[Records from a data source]
"""

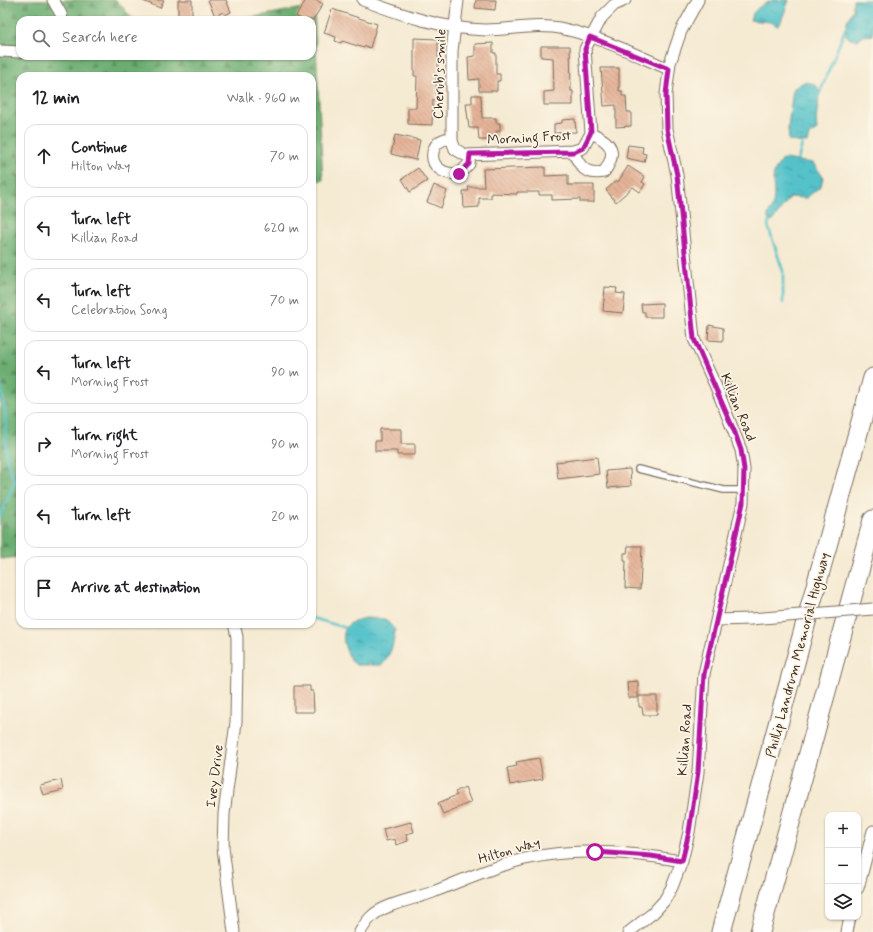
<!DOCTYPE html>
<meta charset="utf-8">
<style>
:root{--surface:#fff;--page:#f6f6f6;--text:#202124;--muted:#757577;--line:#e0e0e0}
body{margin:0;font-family:Mynerve,sans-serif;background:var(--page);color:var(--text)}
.controls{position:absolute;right:12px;bottom:12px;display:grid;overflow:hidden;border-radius:8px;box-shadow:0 1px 3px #0004}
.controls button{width:36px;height:36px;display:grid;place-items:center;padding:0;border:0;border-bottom:1px solid var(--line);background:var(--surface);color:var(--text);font:20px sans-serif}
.stop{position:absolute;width:12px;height:12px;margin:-9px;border:3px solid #b5179e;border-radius:50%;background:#fff}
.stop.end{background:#b5179e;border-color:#fff;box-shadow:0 1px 4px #0008}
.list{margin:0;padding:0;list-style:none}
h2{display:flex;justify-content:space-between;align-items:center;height:52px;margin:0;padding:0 16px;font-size:17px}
h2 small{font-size:13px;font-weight:400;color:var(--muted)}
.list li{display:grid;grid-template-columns:26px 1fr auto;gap:12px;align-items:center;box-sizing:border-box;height:64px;margin:0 8px 8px;padding:0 8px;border:1px solid var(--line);border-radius:12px}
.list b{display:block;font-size:15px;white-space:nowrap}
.list p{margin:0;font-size:13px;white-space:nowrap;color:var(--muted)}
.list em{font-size:13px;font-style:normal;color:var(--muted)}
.icon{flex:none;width:22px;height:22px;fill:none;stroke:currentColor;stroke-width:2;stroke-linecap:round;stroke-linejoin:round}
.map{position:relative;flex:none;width:873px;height:932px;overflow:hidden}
.search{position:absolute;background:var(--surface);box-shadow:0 1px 3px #0004;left:16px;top:16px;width:300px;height:44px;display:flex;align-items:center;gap:10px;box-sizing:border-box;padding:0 14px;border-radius:12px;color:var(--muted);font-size:15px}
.panel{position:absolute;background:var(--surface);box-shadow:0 1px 3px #0004;left:16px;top:72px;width:300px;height:556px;border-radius:12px}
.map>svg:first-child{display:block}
</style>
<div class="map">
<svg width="873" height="932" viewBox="0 0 873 932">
<defs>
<pattern id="forest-firs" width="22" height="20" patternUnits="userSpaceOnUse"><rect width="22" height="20" fill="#6cae72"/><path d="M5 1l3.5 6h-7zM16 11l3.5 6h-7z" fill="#5a8e5d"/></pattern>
<pattern id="water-ripples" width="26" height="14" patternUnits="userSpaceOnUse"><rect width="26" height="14" fill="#54c2ca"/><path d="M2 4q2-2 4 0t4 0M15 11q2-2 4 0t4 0" fill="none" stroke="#479ea3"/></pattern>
<pattern id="building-back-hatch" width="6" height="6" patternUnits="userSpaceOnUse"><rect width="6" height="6" fill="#e5b498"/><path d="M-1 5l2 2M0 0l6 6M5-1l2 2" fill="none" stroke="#bb937b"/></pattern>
</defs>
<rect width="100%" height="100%" fill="#fcf5e5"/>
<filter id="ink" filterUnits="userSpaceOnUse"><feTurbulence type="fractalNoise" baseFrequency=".025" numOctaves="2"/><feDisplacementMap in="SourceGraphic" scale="8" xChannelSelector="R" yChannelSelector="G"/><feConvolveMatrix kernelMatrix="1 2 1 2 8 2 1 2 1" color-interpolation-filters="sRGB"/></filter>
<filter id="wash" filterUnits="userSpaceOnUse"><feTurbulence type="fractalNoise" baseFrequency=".012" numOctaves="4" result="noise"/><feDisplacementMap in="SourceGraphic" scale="16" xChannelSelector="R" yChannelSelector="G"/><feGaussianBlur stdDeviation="0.9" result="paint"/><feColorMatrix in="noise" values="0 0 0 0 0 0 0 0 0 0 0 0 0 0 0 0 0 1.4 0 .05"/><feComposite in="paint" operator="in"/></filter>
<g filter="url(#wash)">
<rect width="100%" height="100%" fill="#f5ead2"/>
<path fill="url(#forest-firs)" stroke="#546c48" d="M 0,0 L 116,0 L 134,20 L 20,20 L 20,56 L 312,56 L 312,20 L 237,20 L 314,6 L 323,180 L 312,181 L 312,76 L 20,76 L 20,557 L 0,559 Z"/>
<path fill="url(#water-ripples)" stroke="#487674" d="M 774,0 L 789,0 L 780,24 L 778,26 L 771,22 L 750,20 C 753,9 764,3 774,0 Z
M 853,0 L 873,0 L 873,35 L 862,36 L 858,40 L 850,39 L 846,35 L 847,21 L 853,10 Z
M 804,82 L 812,83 L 817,86 C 822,98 814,114 817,130 L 809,135 L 807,143 L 789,141 L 788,128 L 793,89 Z
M 783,159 L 813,163 L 823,177 L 821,186 L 806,198 L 790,197 L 772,222 L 768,219 C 767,213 771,210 773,204 C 777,183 766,179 783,159 Z
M 366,618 L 385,619 L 395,630 C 394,645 391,653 382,665 L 356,665 C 347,658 338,635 348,625 C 353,621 360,619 366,618 Z"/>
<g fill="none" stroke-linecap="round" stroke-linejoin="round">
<path stroke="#54c2ca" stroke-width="2.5" d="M 819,95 L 846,27
M 798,160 L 802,144
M 769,221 L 768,226 L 783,271 L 783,303
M 0,381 C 2,391 4,401 5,411 C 7,435 1,469 20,486
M 0,516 L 15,481
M 312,618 L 346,628"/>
</g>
<g id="blocks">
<path fill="url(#building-back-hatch)" d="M 141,0 L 164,0 L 160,8 Z
M 178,0 L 192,0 L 192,20 L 183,20 L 183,16 L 178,16 Z
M 208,0 L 226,0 L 231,12 L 225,15 L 223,12 L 215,16 Z
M 306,0 L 316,0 L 323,4 L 313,20 L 302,20 L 296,16 Z
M 476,0 L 496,0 L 495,10 L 475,8 Z
M 332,9 L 377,24 L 370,48 L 365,46 L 364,48 L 342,41 L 341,43 L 335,41 L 336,37 L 324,33 Z
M 414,38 L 438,39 L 438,76 L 436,76 L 436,100 L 433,100 L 432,125 L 408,124 L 408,108 L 416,108 L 417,76 L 414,76 Z
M 493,43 L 493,53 L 496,53 L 496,74 L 500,74 L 500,81 L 497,81 L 497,91 L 479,91 L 479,79 L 469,80 L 468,57 L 475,56 L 475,44 Z
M 541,46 L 570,46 L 571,91 L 573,91 L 573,105 L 544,105 L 544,92 L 554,91 L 553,58 L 541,57 Z
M 601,68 L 619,68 L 619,91 L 622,91 L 622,96 L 626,96 L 627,112 L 631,112 L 631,126 L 616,127 L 616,105 L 604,106 Z
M 472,95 L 481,95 L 482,118 L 496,118 L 496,123 L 500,123 L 500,131 L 496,131 L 497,140 L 479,140 L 478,128 L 469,128 L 466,103 L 472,103 Z
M 575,119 L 576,132 L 554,133 L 554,124 L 562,123 L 562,120 Z
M 395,135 L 420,140 L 416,160 L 391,154 Z
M 628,145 L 643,147 L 642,153 L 646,154 L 644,162 L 626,158 Z
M 628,166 L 645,177 L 642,182 L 645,184 L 640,192 L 633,187 L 616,202 L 606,190 L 616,181 L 618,182 Z
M 545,167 L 545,176 L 568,175 L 568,185 L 594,185 L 594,202 L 580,202 L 580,199 L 552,200 L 552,195 L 539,195 L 539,192 L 517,192 L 517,194 L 491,193 L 491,198 L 479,198 L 479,207 L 464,208 L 463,191 L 469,191 L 468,187 L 484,187 L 483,169 Z
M 418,168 L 427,181 L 410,192 L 402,179 Z
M 434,185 L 447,191 L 441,208 L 427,202 Z
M 605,287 L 617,288 L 616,293 L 625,294 L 623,313 L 603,311 Z
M 662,303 L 662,317 L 645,317 L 645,312 L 642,312 L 641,304 Z
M 709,325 L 723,328 L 723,341 L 708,340 Z
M 730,381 L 734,396 L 728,398 L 722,384 Z
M 380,429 L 401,429 L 401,444 L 415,444 L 415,455 L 397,455 L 397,451 L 375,451 L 375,441 L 380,441 Z
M 597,457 L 599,474 L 558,479 L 556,462 Z
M 630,469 L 631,486 L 608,488 L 606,471 Z
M 628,546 L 642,546 L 640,589 L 625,588 L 626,561 L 624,561 L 624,553 L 627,553 Z
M 638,681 L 638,698 L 628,698 L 627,682 Z
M 294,686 L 310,686 L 310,691 L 313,691 L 314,712 L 294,712 Z
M 639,696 L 657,696 L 657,715 L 643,715 L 642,707 L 639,707 Z
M 539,758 L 543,779 L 510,785 L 507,768 L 517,766 L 516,762 Z
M 61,780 L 63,790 L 43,795 L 40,785 Z
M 465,787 L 471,802 L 443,814 L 438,803 L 457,795 L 455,792 Z
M 411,822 L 414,832 L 406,834 L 408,841 L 396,845 L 395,839 L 386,841 L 383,829 Z"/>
</g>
</g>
<g filter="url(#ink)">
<use href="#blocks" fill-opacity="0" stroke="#7c6d5d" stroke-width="1"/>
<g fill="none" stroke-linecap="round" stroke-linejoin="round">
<g stroke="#7c6d5d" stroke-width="8">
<path id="lane" d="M 638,469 L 724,490 L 744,490"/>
</g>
<g stroke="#7c6d5d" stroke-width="13">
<path id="street" d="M 53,0 L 61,14 L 62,20
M 363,0 C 402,15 443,29 486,30 C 511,30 539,23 564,29 C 600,37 636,55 669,69
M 458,0 L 452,51 L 452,141 L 455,149 L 465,155 L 573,151 L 583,148 L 591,133 L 585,49 L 602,17 L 614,5 L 625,0
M 0,51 L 20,52
M 452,139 C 429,135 421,175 459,174 L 469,164 L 470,155
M 573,151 C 580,168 586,175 604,172 C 618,152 612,142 591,133
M 717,620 L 750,619
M 234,624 L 237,637 L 237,660 L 236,722 L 224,814 L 223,848 L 234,932
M 858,888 L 873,831
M 360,932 C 363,927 367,921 371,917 C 384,904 415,899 433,892 C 456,883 480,872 504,865 C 561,846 623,851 682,861
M 629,932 L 653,913 L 664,901 L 672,887 L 682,861 L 689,832 L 698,772 L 704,674 L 743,503 L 744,469 L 741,450 L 716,387 L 694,339 L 677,175 L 667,129 L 666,94 L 670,63 L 681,31 L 698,0
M 847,932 L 850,917"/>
</g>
<g stroke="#7c6d5d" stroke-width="21">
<path id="highway" d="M 721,932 L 873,378
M 760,932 L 873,520"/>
</g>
<use href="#lane" stroke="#fff" stroke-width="5.5"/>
<use href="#street" stroke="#fff" stroke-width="11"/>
<use href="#highway" stroke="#fff" stroke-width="19"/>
<g stroke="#7c6d5d" stroke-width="13" stroke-linecap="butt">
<path id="street-bridge" d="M 750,619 L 873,609"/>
</g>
<use href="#street-bridge" stroke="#fff" stroke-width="11"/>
</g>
</g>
<g fill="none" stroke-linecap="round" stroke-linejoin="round" filter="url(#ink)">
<path stroke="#b5179e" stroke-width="5" d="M 459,174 L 469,164 L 470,154 L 574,152 L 583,148 L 591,132 L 585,49 L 590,37 L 669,69 L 666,94 L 667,129 L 677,175 L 694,339 L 735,433 L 741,450 L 744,469 L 743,503 L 704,674 L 698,772 L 689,832 L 682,861 L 651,856 L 595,852"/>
</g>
<g text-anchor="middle" stroke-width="3.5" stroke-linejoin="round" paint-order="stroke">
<g font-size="14" fill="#3b2a1e" stroke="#fcf5e5">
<text transform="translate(439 74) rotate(-88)" y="5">Cherub's smile</text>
<text transform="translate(529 137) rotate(-3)" y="5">Morning Frost</text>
<text transform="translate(739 407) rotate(68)" y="5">Killian Road</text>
<text transform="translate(797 655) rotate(-75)" y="5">Phillip Landrum Memorial Highway</text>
<text transform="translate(684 740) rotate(-86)" y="5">Killian Road</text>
<text transform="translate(214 776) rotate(-83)" y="5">Ivey Drive</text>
<text transform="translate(509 850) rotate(-16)" y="5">Hilton Way</text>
</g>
</g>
</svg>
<div class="controls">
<button>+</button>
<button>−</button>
<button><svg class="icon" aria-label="layers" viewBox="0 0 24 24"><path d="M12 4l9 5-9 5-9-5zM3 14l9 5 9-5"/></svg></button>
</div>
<div class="stop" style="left:595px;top:852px"></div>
<div class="stop end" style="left:459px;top:174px"></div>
<div class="search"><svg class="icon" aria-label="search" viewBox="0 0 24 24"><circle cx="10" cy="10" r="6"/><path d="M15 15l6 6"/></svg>Search here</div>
<section class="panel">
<h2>12 min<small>Walk · 960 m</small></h2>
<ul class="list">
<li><svg class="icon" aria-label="ahead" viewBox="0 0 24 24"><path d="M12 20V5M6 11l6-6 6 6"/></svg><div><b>Continue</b><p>Hilton Way</p></div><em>70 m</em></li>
<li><svg class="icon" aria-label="left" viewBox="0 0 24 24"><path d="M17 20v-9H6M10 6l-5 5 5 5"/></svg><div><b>Turn left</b><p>Killian Road</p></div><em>620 m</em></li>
<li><svg class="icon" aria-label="left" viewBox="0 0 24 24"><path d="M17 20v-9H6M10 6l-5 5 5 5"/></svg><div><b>Turn left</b><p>Celebration Song</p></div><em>70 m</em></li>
<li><svg class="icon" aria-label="left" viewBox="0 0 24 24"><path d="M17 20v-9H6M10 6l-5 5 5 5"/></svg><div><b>Turn left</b><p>Morning Frost</p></div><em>90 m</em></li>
<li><svg class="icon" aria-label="right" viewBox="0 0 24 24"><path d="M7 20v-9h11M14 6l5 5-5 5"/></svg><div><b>Turn right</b><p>Morning Frost</p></div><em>90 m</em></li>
<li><svg class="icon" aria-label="left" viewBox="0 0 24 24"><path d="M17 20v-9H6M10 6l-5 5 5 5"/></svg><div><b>Turn left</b></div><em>20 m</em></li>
<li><svg class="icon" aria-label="arrive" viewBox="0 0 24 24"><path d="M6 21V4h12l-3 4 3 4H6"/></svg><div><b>Arrive at destination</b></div></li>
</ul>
</section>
</div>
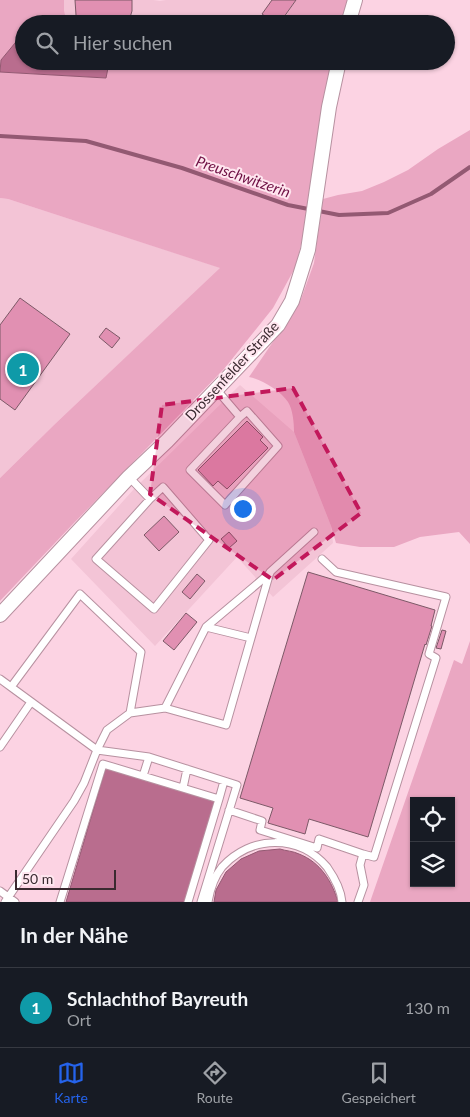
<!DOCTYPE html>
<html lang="de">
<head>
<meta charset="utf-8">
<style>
	body { margin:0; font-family:Lato,sans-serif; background:#20242c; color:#f1f3f6 }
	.controls { position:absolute; right:15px; bottom:15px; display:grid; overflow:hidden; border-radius:0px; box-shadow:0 1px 4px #0004 }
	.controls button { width:45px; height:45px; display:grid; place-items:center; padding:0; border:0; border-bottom:1px solid #363941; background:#171b24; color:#f1f3f6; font:25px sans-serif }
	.scale { position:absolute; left:15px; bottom:12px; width:101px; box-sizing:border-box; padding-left:5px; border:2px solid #3a2a30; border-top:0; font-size:14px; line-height:18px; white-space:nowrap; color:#3a2a30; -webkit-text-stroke:4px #ffe6ef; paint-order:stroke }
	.you { position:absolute; left:242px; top:508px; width:18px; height:18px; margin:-12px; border:4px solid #fff; border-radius:50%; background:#1a73e8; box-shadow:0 0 0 8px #1a73e833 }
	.badge { display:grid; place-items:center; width:32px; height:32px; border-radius:50%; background:#2563eb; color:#fff; font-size:16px; font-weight:700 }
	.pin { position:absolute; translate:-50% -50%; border:2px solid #fff; box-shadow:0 1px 5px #0006 }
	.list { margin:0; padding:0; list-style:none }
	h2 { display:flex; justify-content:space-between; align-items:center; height:65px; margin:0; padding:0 20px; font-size:21px }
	h2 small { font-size:16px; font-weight:400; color:#9ea1a6 }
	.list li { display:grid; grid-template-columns:32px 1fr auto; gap:15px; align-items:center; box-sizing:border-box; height:80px; padding:0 20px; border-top:1px solid #363941 }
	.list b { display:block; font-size:19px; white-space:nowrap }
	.list p { margin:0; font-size:16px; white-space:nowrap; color:#9ea1a6 }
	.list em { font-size:16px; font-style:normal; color:#9ea1a6 }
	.icon { flex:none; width:28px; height:28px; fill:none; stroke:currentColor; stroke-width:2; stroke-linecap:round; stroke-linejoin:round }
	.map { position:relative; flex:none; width:470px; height:902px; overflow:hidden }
	.search { position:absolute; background:#171b24; box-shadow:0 1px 4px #0004; left:15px; right:15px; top:15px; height:55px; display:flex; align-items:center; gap:12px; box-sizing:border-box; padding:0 18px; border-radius:28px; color:#9ea1a6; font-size:19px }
	.sheet { height:145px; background:#171b24 }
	nav { display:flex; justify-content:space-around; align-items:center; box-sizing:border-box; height:70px; border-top:1px solid #363941; background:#171b24; font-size:14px; color:#9ea1a6 }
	nav a { display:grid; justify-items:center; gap:2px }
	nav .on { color:#2563eb }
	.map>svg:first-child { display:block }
</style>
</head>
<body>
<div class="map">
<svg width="470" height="902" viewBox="0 0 470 902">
	<rect width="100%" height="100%" fill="#fcd3e3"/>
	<path fill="#f3c4d6" d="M64,0H77L76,15L81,24H67L64,10Z
		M132,0H153L160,1L166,0H272L260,18L247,19L244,24H127L132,11Z
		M166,61H217L206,66L198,67Z
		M0,198L8,199L221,268L56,423L0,478Z
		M240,385L294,432L331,526L333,543L273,597L237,557L155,646L71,559L134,489Z"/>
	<path fill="#eaa7c2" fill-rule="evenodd" d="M0,0H64V10L67,24H24V34L20,37L1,60L0,69Z
		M296,0H348L342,24H267L260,19L256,24H244L247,18L252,16L259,18L261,15L269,20L272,16L264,11L268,6L285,17Z
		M100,61H166L198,67L206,66L217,61H333L311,179L302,240L296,266L273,308L224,369L72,525L0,601V478L56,423L220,268L8,199L0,198V72L106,78L104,62Z
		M470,130V544L459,532L420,537L394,547H360L336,543L331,526L294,432C294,423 293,410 288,402C281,391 261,379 249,377L300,302L314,263L323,199L338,195L362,191L384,182L408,170L438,149Z
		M470,641V902H370L454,660L462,664ZM414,801H451V883H414Z"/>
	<path fill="#b96d8e" stroke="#935972" d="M24,34V61H100L104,62L108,68L106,78L0,72L1,60L20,37Z
		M106,767L215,800L185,902H66Z
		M280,849C286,851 293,851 299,854C320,862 332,881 338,902H214L216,890L226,872L241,859L259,851Z"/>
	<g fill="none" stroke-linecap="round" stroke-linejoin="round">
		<path stroke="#935972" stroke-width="4" d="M0,136L86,141L182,168L288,205L339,215L388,213L431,194L470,167"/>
	</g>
	<path fill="#e190b2" stroke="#7c5967" d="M75,0H132V11L128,24H81L76,15Z
		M272,0H296L279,24H276L262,14Z
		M20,298L70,334L15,410L0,399V325Z
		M106,328L120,338L112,348L99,337Z
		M247,421L263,437L260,440L268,448L227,489L218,481L213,486L198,470Z
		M164,516L179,532L159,551L144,535Z
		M229,532L237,541L229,548L221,539Z
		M308,572L435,610L431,626H432L426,645L425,644L368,837L309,819L305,834L268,823L273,808L240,798Z
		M197,574L205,581L190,599L182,592Z
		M186,613L197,622L174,650L163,641Z
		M442,630L446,631L441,649L436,648Z"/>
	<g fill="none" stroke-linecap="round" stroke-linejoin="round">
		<g stroke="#b791a0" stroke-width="9">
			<path id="service" d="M216,389L240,417L190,470L225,505L278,446L247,411L240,417
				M129,477L150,499L163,487L209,540L154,609L96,559L150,499
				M322,559L336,572L446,597L429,654L436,658L374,857L363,854
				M206,627L251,638
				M0,679L11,687
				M165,708L206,627L270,573
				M130,713L165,708L226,725L270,572L314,532
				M0,747L31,702
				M143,776L149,757
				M183,788L187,769
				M219,799L224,781
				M229,810L262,821L260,830L317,848L319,839L363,854L360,865L364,885L358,902
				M0,891L15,902
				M5,902L74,801L84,783L97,750L107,730L130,713L141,652L80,594L11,687L97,750L149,757L237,785L201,902
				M60,902L103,764L219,799L188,902
				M208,902C210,890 214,877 222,867C251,835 299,834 327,867C334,877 341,889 342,902"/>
		</g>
		<g stroke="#b791a0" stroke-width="16">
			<path id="minor" d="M348,24L355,0
				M0,615L129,477L167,441L278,325L292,301L308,250L329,107L339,61"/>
		</g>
		<use href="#service" stroke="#fff" stroke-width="7"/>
		<use href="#minor" stroke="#fff" stroke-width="14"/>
	</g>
	<path fill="#c2185b" fill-opacity="0.2" stroke="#c2185b" stroke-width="4" stroke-dasharray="10 6" stroke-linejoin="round" d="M293,388L361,513L273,580L150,494L162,405Z"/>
	<g text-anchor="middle" stroke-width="4" stroke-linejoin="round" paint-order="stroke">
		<g font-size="14" fill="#3a2a30" stroke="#ffe6ef">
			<text transform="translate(232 371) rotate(-47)" y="5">Drossenfelder Straße</text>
		</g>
		<g font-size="15" font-style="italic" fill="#6f1044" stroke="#ffe6ef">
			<text transform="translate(243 177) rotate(19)" y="5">Preuschwitzerin</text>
		</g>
	</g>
</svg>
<div class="controls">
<button><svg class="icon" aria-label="locate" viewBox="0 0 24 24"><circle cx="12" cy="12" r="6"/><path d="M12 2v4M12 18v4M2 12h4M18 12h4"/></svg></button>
<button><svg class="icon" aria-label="layers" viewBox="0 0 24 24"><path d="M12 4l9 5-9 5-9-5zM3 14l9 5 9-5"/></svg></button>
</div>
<div class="scale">50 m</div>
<div class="you"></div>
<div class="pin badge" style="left:23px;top:369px;background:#0f9aa8">1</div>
<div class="search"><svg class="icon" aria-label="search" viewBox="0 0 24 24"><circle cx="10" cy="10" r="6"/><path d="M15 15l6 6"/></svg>Hier suchen</div>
</div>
<section class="sheet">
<h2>In der Nähe<small></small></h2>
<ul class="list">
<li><span class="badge" style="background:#0f9aa8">1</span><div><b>Schlachthof Bayreuth</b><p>Ort</p></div><em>130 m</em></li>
</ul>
</section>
<nav>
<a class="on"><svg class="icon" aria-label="map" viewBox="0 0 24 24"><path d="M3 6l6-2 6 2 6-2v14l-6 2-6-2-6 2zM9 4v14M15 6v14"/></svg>Karte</a>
<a><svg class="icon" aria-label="directions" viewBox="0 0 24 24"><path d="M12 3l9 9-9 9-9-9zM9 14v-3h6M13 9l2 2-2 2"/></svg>Route</a>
<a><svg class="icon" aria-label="saved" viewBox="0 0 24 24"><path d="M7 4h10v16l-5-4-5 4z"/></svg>Gespeichert</a>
</nav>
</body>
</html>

"""

WORK REQUEST: From the records above, transcribe exactly the run of lines that opens with the line holding "M 628,546 L" and closes with the line holding "M 360,932 C", both included.

ANSWER TO THIS TASK:
M 628,546 L 642,546 L 640,589 L 625,588 L 626,561 L 624,561 L 624,553 L 627,553 Z
M 638,681 L 638,698 L 628,698 L 627,682 Z
M 294,686 L 310,686 L 310,691 L 313,691 L 314,712 L 294,712 Z
M 639,696 L 657,696 L 657,715 L 643,715 L 642,707 L 639,707 Z
M 539,758 L 543,779 L 510,785 L 507,768 L 517,766 L 516,762 Z
M 61,780 L 63,790 L 43,795 L 40,785 Z
M 465,787 L 471,802 L 443,814 L 438,803 L 457,795 L 455,792 Z
M 411,822 L 414,832 L 406,834 L 408,841 L 396,845 L 395,839 L 386,841 L 383,829 Z"/>
</g>
</g>
<g filter="url(#ink)">
<use href="#blocks" fill-opacity="0" stroke="#7c6d5d" stroke-width="1"/>
<g fill="none" stroke-linecap="round" stroke-linejoin="round">
<g stroke="#7c6d5d" stroke-width="8">
<path id="lane" d="M 638,469 L 724,490 L 744,490"/>
</g>
<g stroke="#7c6d5d" stroke-width="13">
<path id="street" d="M 53,0 L 61,14 L 62,20
M 363,0 C 402,15 443,29 486,30 C 511,30 539,23 564,29 C 600,37 636,55 669,69
M 458,0 L 452,51 L 452,141 L 455,149 L 465,155 L 573,151 L 583,148 L 591,133 L 585,49 L 602,17 L 614,5 L 625,0
M 0,51 L 20,52
M 452,139 C 429,135 421,175 459,174 L 469,164 L 470,155
M 573,151 C 580,168 586,175 604,172 C 618,152 612,142 591,133
M 717,620 L 750,619
M 234,624 L 237,637 L 237,660 L 236,722 L 224,814 L 223,848 L 234,932
M 858,888 L 873,831
M 360,932 C 363,927 367,921 371,917 C 384,904 415,899 433,892 C 456,883 480,872 504,865 C 561,846 623,851 682,861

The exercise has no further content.